When I was clerking, I worked on a case where the Assistant U.S. Attorney moved to disqualify a defendant’s retained counsel, because he *might* call a witness at trial, and the retained counsel had previously represented the potential witness. On this basis, the Judge granted the motion to disqualify. At this point, presumably, the defendant had paid a lot of money to the lawyer. The defendant, now broke, was stuck with a CJA Panel attorney (and not a good one). This episode left a bad taste in my mouth. The case never went to trial, and the witness was never called. Just another guilty plea.

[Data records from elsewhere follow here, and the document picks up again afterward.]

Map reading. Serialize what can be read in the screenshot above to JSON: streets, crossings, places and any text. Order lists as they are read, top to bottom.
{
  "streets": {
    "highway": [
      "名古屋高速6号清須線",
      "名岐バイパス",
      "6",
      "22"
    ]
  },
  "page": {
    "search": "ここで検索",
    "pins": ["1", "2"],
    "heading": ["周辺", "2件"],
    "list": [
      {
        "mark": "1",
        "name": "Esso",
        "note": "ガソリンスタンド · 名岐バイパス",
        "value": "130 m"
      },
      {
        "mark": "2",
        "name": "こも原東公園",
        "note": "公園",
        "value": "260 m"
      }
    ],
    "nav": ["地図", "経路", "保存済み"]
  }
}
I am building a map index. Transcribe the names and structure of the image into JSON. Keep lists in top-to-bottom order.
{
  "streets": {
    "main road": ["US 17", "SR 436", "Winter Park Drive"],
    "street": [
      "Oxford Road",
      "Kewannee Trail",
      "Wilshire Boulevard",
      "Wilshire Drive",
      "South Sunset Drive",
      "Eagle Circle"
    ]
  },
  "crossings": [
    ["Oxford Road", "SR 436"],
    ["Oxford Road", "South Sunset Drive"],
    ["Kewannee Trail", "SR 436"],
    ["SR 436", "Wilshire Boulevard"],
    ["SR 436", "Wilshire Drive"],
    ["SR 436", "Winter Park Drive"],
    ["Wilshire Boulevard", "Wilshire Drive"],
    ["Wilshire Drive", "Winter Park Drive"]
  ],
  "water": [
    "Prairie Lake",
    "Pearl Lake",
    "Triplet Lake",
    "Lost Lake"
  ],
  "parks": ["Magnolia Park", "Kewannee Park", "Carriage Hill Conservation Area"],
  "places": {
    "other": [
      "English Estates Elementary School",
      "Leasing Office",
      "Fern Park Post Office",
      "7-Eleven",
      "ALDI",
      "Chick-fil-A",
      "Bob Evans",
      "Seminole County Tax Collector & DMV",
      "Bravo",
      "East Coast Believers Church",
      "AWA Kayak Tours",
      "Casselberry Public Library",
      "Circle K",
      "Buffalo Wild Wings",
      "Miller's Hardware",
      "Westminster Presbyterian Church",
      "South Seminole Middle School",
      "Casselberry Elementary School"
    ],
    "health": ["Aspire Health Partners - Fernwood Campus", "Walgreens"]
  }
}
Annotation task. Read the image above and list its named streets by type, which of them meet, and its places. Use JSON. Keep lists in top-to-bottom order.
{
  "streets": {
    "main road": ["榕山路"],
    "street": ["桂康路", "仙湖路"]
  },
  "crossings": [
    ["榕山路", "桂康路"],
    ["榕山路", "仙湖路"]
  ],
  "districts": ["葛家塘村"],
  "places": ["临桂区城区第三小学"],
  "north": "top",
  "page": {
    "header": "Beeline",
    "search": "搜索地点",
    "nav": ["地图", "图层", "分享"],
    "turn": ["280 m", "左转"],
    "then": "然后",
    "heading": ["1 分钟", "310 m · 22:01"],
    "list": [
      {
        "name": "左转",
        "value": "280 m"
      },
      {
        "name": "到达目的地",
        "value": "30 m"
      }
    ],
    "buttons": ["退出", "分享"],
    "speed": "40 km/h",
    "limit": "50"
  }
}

This paragraph from the Chief speaks to the case I worked on:

It is of course true that the right to counsel of choice is (like most rights) not absolute. A defendant has no right to choose counsel he cannot afford, counsel who is not a member of the bar, or counsel with an impermissible conflict of interest. Wheat v. United States, 486 U. S. 153, 159 (1988). And a district court need not always shuffle its calendar to accommodate a defendant’s preferred coun- sel if it has legitimate reasons not to do so. Morris v. Slappy, 461 U. S. 1, 11–12 (1983). But none of those limitations is imposed at the unreviewable discretion of a prosecutor—the party who wants the defendant to lose at trial.

There was good reason for that caution. The possibility that a prosecutor could elect to hamstring his target by preventing him from paying his counsel of choice raises substantial concerns about the fairness of the entire pro- ceeding.

And this:

In any event, few things could do more to “undermine the criminal justice system’s integrity,” ante, at 11, than to allow the Government to initiate a prosecution and then, at its option, disarm its presumptively innocent opponent by depriving him of his counsel of choice—without even an opportunity to be heard. That is the result of the Court’s decision in this case, and it is fundamentally at odds with our constitutional tradition and basic notions of fair play.

And this ode to criminal defense lawyers, with a subtle jab at the Leviathan U.S. DOJ.

The issues presented here implicate some of the most fundamental precepts underlying the American criminal justice system. A person accused by the United States of committing a crime is presumed innocent until proven guilty beyond a reasonable doubt. But he faces a foe of powerful might and vast resources, intent on seeing him behind bars. That individual has the right to choose the advocate he believes will most ably defend his liberty at trial.

Federal prosecutors, when they rise in court, represent the people of the United States. But so do defense lawyers— one at a time. In my view, the Court’s opinion pays insufficient respect to the importance of an independent bar as a check on prosecutorial abuse and government overreaching. Granting the Government the power to take away a defendant’s chosen advocate strikes at the heart of that significant role. I would not do it, and so respectfully dissent.